C.D.V.: I find the last bit interesting, if you would forgive a one last follow-up: What exactly do you see as the promise of the 5-Star movement?
T.O’B: Over the last 150 years we have seen many nationalist revolutions succeed. Some of these new governments may even have enacted fairly radical policies, like the welfare state or land reform. But over the years, as the original revolutionaries grew old and left the political stage they gradually became replaced by a managerial class of politicians, lacking the political spine of their predecessors. Countries like Ireland, for example, experienced a new wave of career politicians, of varying levels of corruption and a willingness to suck up to the capitalist class to gain power. The citizens of these countries have learned that the problem wasn’t just that they didn’t have self-determination as a colony, but that the structure of society and it’s political superstructure also plays a critical role. In the words of The Who – ‘Meet the new boss, same as the old boss’.

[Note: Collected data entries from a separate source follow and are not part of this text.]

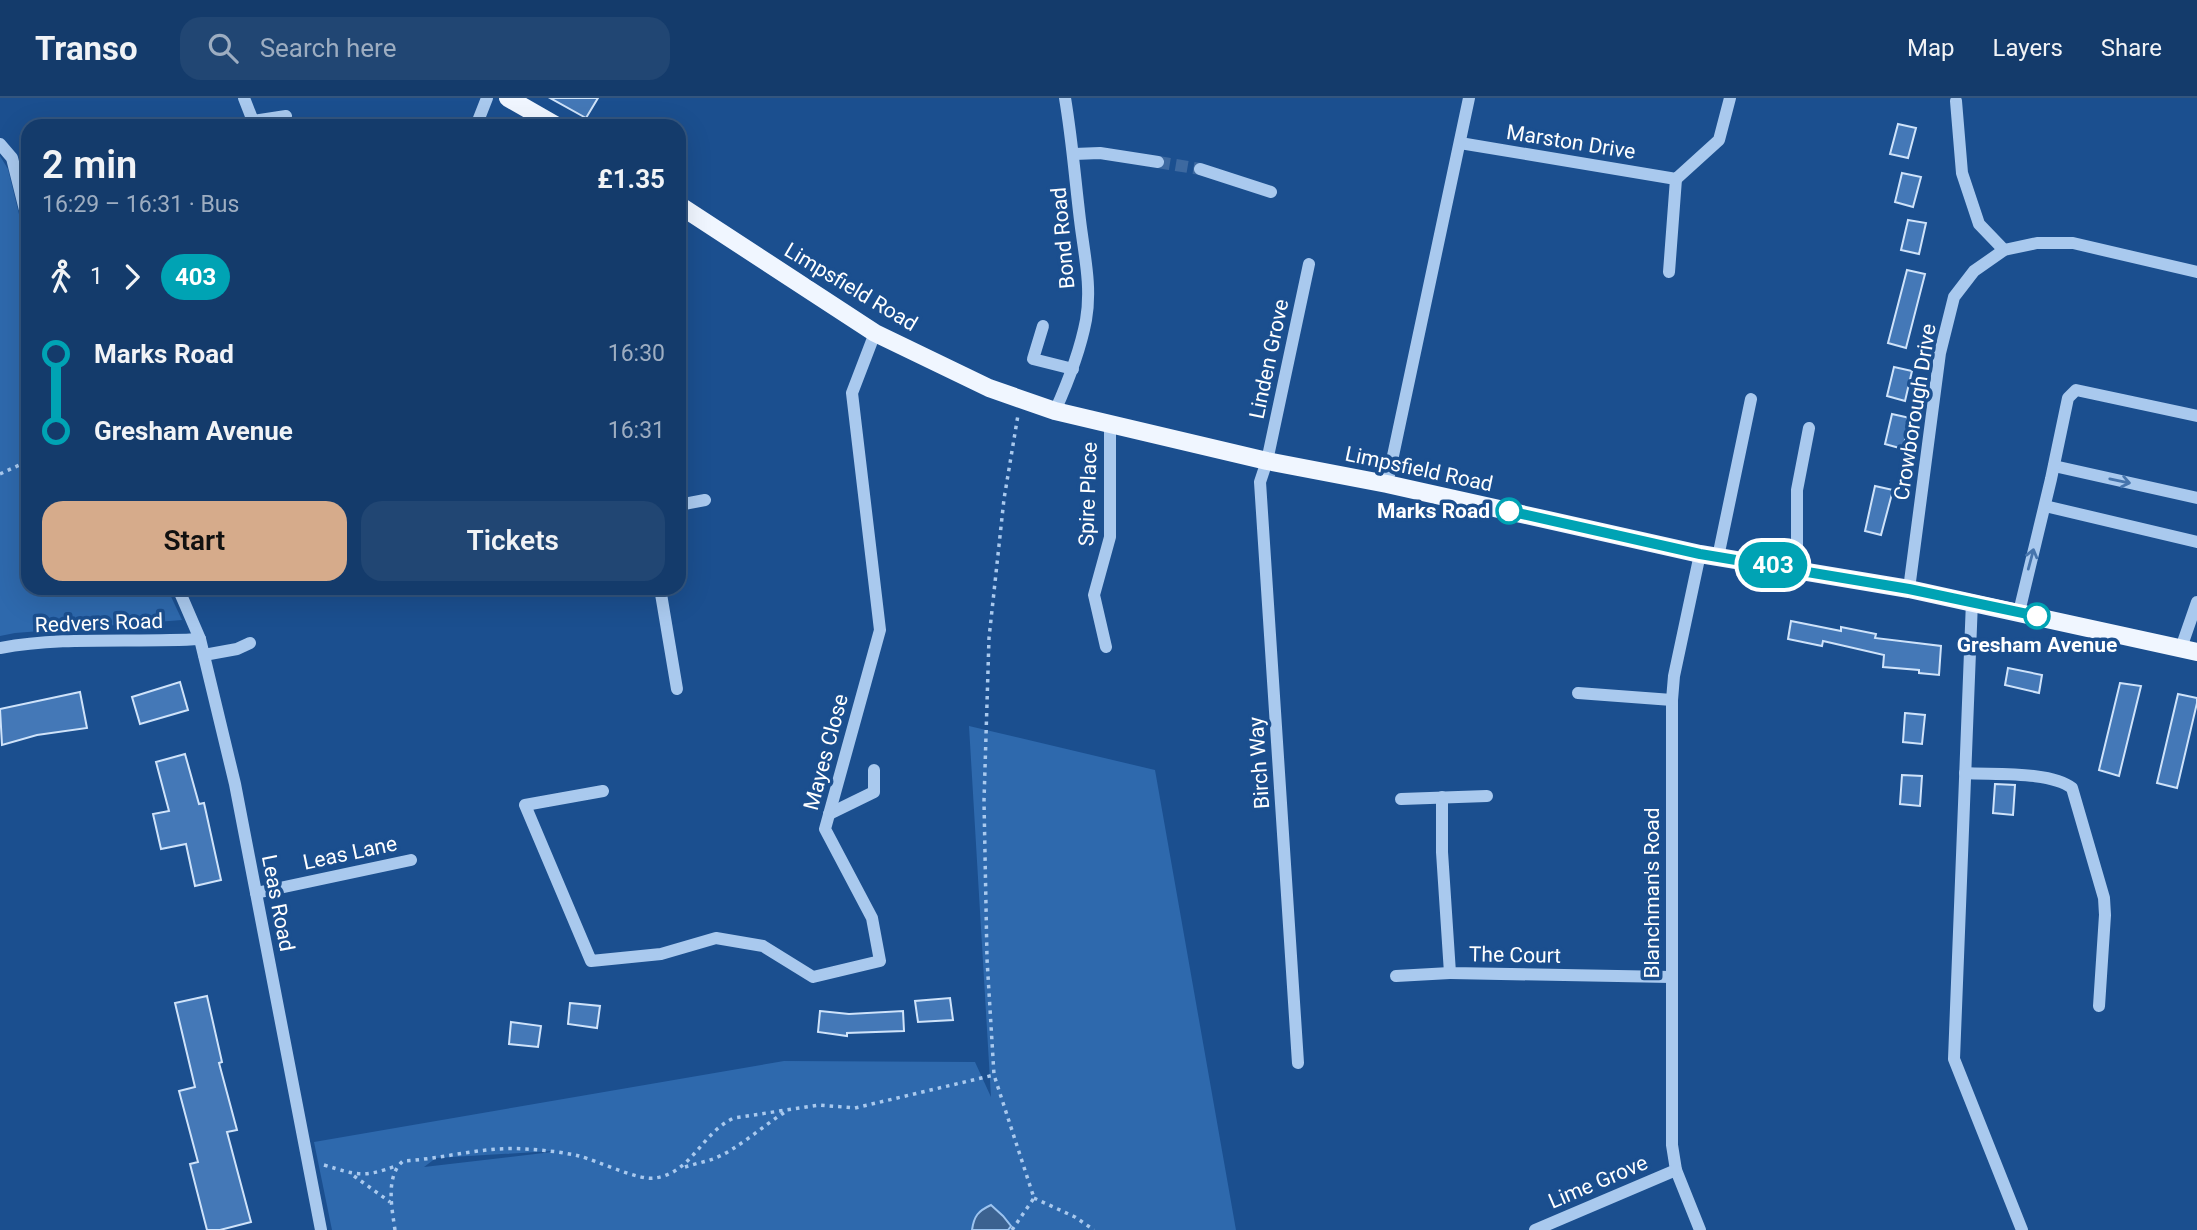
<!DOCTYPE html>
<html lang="en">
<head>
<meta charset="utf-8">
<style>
  body { margin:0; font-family:Roboto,sans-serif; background:#214673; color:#f1f3f6; height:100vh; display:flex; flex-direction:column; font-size:26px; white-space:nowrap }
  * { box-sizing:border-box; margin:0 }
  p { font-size:23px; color:#9dadc1 }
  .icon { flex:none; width:38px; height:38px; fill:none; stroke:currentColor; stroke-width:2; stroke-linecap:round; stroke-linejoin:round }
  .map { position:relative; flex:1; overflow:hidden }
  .drawer { position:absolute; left:21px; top:21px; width:665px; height:476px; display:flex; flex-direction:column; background:#143b6b; border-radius:21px; box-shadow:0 7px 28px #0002,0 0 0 2px #33557e }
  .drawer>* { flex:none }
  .badge { padding:0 14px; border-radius:23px; font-size:24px; line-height:46px }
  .map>.badge { position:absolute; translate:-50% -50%; box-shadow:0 0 0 4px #fff }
  .legs { display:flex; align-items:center; gap:10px; height:77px; padding:0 21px; font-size:23px }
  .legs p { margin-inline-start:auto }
  .headline { display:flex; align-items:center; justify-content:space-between; height:119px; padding:0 21px }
  h1 { font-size:38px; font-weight:600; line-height:52px }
  .button { display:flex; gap:14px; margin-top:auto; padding:14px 21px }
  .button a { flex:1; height:80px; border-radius:21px; background:#d6ab8b; color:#111; font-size:28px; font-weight:600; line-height:80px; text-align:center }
  .button a+a { background:#214673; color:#f1f3f6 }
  ul { padding:0 21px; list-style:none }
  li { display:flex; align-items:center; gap:24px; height:77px; font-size:26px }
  li i { display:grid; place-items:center; width:10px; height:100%; margin:0 9px; background:currentColor }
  li i::after { content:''; width:18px; height:18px; margin:-9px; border:5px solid; border-radius:50%; background:#143b6b }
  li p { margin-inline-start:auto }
  li:first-child i { background:linear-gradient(#0000 50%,currentColor 0) }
  li:last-child i { background:linear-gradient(currentColor 50%,#0000 0) }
  header { display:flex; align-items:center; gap:42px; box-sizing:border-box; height:98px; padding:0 35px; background:#143b6b; border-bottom:2px solid #33557e }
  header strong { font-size:33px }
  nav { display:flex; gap:38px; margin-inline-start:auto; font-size:24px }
  .search { width:490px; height:63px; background:#214673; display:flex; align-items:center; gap:18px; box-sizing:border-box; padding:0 24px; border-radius:21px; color:#9dadc1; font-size:26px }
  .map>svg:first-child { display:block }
  .green { fill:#2e69ad; fill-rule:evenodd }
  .water { fill:#3c6290; stroke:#9cc4f0; stroke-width:2 }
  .building { fill:#4478b7; stroke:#cfe3fa; stroke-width:2 }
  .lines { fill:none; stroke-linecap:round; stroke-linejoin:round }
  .minor-tunnel { stroke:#3d69a0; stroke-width:12; stroke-dasharray:12 6; stroke-linecap:butt }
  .path { stroke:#a9c9ee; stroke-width:3.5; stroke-dasharray:3.5 5; stroke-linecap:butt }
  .minor { stroke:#a9c9ee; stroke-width:12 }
  .major { stroke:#f0f6ff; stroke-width:18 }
  .oneway { stroke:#4674ac }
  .line-1-casing { stroke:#fff; stroke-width:16 }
  .line-1 { stroke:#00a3b4; stroke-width:10 }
  .stop-1-dot { fill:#fff; stroke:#00a3b4; stroke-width:3.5 }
  .labels { text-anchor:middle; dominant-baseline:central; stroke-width:7; stroke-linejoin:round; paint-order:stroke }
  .street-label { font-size:21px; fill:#fff; stroke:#1b4f8f }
  .stop-label { font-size:21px; font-weight:bold; fill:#fff; stroke:#1b4f8f; text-anchor:end }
</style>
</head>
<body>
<header>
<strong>Transo</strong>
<div class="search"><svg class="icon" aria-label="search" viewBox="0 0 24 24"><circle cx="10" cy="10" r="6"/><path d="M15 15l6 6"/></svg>Search here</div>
<nav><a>Map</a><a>Layers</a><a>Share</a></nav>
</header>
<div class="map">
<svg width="2197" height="1132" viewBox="0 0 2197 1132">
  <rect width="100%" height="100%" fill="#1b4f8f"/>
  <g class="green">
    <polygon points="0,58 8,71 28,153 28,490 167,490 182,522 15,535 0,538"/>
    <path d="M969 628 1155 672 1236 1132H332L314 1044 784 963 975 964 991 999ZM552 1053V1054L424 1069 436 1060Z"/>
  </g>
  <path class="water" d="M991 1107 1003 1118 1011 1128 1008 1132H972C974 1118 978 1113 991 1107Z"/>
  <g class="building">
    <polygon points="550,0 598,0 586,20"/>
    <polygon points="1898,26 1916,30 1908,60 1890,56"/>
    <polygon points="1902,75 1921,79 1913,109 1895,104"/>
    <polygon points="1908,122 1926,125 1919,156 1901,152"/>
    <polygon points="1907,172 1925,176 1906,250 1888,245"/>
    <polygon points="1894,269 1912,273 1905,303 1887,298"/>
    <polygon points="1892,316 1910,320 1903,351 1885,346"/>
    <polygon points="1875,388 1893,392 1881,437 1865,433"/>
    <polygon points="1791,523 1841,533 1841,529 1876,536 1875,540 1941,548 1939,577 1919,575 1919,572 1883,569 1884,557 1823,543 1822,548 1788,541"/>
    <polygon points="2008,570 2042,577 2039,595 2005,587"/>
    <polygon points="180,584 188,612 140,626 132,599"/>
    <polygon points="2120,585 2141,588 2119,678 2099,672"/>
    <polygon points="80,594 87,630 37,637 2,647 0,611"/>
    <polygon points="2178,596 2197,600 2197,605 2177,690 2157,685"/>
    <polygon points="1905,615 1925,617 1922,646 1903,644"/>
    <polygon points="185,656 199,706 204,705 221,782 195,788 186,746 161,751 153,716 169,713 156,664"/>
    <polygon points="1902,677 1922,678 1920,708 1900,706"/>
    <polygon points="1995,686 2015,687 2013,717 1993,715"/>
    <polygon points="207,898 222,964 219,965 237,1032 227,1034 251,1124 220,1132 207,1132 190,1066 198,1064 179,993 195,989 175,905"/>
    <polygon points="950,900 953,922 918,924 915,903"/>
    <polygon points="570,905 600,908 597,930 568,926"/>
    <polygon points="820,913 849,916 903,913 904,933 847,935 847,938 818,934"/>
    <polygon points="511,924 541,928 538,949 509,946"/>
  </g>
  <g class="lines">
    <polyline class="minor-tunnel" points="1158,64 1200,71"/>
    <g class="path">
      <polyline points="0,376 28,363"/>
      <path d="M324 1067C357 1077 362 1080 396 1068"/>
      <path d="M685 1069C694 1066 704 1064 713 1061 735 1053 763 1028 785 1014"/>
      <polyline points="354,1078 390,1104"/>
      <polyline points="1034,1100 1075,1119 1094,1132"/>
      <path d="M395 1132C392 1111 385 1078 403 1063 443 1061 484 1048 525 1051 543 1052 562 1054 579 1058 598 1063 639 1083 655 1080 692 1075 702 1034 734 1020L819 1007 855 1010 994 977"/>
      <polyline points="1012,1132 1034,1100 994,977 987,861 984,703 989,540 1004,401 1018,317"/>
    </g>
    <g class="minor">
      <polyline points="244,0 253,23 286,18"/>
      <polyline points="1956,3 1962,75 1979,126 2004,152"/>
      <polyline points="476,28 487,0"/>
      <polyline points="1460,45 1676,81 1719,42 1730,0"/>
      <polyline points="0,46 12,60 28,124"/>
      <polyline points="1074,56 1100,55 1158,64"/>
      <polyline points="1200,71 1271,94"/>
      <polyline points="1669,174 1676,81"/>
      <polyline points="1043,228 1033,261 1073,271"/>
      <path d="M1055 313C1068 284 1080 254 1086 222 1092 188 1084 156 1080 122 1075 81 1072 41 1065 0"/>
      <polyline points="2054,368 2197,400"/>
      <polyline points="1387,386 1469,0"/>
      <polyline points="679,407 705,402"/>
      <polyline points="2045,408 2197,444"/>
      <polyline points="1700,456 1674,578 1672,602 1672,1047 1676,1072 1700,1132"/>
      <polyline points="1718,459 1751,301"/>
      <polyline points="1797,471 1797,392 1809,330"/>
      <polyline points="178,490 200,541 235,686 321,1132"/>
      <polyline points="660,490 677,591"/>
      <polyline points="1909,491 1940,255 1954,199 1974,173 2004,152 2037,145 2073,145 2197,174"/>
      <polyline points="1972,503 1954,961 2022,1132"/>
      <polyline points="2019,514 2051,381 2068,300 2076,292 2197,318"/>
      <polyline points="1106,549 1094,497 1110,439 1110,326"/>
      <path d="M0 550C65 538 134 545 200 541"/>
      <polyline points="2181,550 2197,504"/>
      <polyline points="204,557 237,551 250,545"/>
      <polyline points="1578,595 1672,602"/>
      <path d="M1965 675C1993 677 2051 673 2072 690L2104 800 2105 817 2099 908"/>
      <polyline points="603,693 525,707 591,863 661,856 716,840 763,848 813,879 880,863 872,820 825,731 880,532 852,295 875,235"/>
      <polyline points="1442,699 1442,754 1450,875 1671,879"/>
      <polyline points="1401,701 1487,698"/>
      <polyline points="829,716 874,694 874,672"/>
      <polyline points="256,795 411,762"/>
      <polyline points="1396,878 1450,875"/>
      <polyline points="1298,965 1260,384 1267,363 1309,166"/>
      <polyline points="1535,1132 1676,1072"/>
    </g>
    <g class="major">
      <polyline points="508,0 557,28"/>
      <polyline points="679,107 875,235 989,290 1055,313 1267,363 1387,386 1700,456 1909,491 2197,554"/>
    </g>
  </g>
  <defs><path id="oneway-shaft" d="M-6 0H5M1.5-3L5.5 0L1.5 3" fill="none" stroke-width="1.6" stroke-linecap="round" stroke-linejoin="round" transform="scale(1.75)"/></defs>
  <g class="oneway">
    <use href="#oneway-shaft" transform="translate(2120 383) rotate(12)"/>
    <use href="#oneway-shaft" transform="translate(2031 461) rotate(-75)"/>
  </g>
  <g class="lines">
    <defs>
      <polyline id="line-1" points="1509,413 1700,456 1909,491 2037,518"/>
    </defs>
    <use href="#line-1" class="line-1-casing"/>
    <use href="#line-1" class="line-1"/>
  </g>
  <g class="stop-1-dot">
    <circle cx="1509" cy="413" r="12"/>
    <circle cx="2037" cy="518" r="12"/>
  </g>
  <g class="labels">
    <g class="street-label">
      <text transform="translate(1571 44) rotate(9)">Marston Drive</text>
      <text transform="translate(1063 140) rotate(-95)">Bond Road</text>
      <text transform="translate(851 189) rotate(31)">Limpsfield Road</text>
      <text transform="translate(1269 261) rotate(-78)">Linden Grove</text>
      <text transform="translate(1915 314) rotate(-81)">Crowborough Drive</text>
      <text transform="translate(1419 371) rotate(12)">Limpsfield Road</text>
      <text transform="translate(1088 396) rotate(-88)">Spire Place</text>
      <text transform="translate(99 525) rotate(-2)">Redvers Road</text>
      <text transform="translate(826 654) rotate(-75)">Mayes Close</text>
      <text transform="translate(1259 665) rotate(-94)">Birch Way</text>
      <text transform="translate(350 755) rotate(-12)">Leas Lane</text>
      <text transform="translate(1652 795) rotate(-90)">Blanchman's Road</text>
      <text transform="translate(278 805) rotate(79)">Leas Road</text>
      <text transform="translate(1515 857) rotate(1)">The Court</text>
      <text transform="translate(1598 1084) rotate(-23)">Lime Grove</text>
    </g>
    <g class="stop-label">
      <text x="1490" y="413">Marks Road</text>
      <text x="2037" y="547" text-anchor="middle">Gresham Avenue</text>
    </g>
  </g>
</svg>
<b class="badge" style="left:1773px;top:467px;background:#00a3b4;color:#fff">403</b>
<section class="drawer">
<div class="headline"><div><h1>2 min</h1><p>16:29 – 16:31 · Bus</p></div><b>£1.35</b></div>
<div class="legs"><svg class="icon" aria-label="walk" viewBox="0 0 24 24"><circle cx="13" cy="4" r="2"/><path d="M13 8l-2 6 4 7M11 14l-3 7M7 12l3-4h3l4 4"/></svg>1<svg class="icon" aria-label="forward" viewBox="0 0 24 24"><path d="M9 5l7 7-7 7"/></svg><b class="badge" style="background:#00a3b4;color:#fff">403</b></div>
<ul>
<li><i style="color:#00a3b4"></i><b>Marks Road</b><p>16:30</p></li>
<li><i style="color:#00a3b4"></i><b>Gresham Avenue</b><p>16:31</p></li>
</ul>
<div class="button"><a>Start</a><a>Tickets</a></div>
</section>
</div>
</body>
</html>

The 5-Star movement, is essentially expressing what a hell of a lot of people in the capitalist west think of politicians – they are a bunch of lying, power hungry, money grabbing, turn-coats. And they are sick to death of it. This is a real blast against the political superstructure, if not, perhaps, the base-structure of production. I see in this the germs of a possibly revolutionary change in how we govern ourselves. Noam Chomsky always talks of how power is terrified of real true direct democracy, because those in power can’t let people actually vote as they wish. Even redneck republican voters in the US. when polled on individual issues are basically social democratic in nature. I don’t think that the 5-Star movement is perfect in its structure, or that I agree with it’s policies – I don’t know enough about it to have a definitive opinion, but I think it does shows us exactly where the political pulse is right now – decentralized structures of power devoid of politicians and their games. It seems to be a return to the libertarian socialist tendencies of the past. It is also a rejection, I believe, of the old vanguard party model of the radical left parties, and left-theorists out there should be taking note.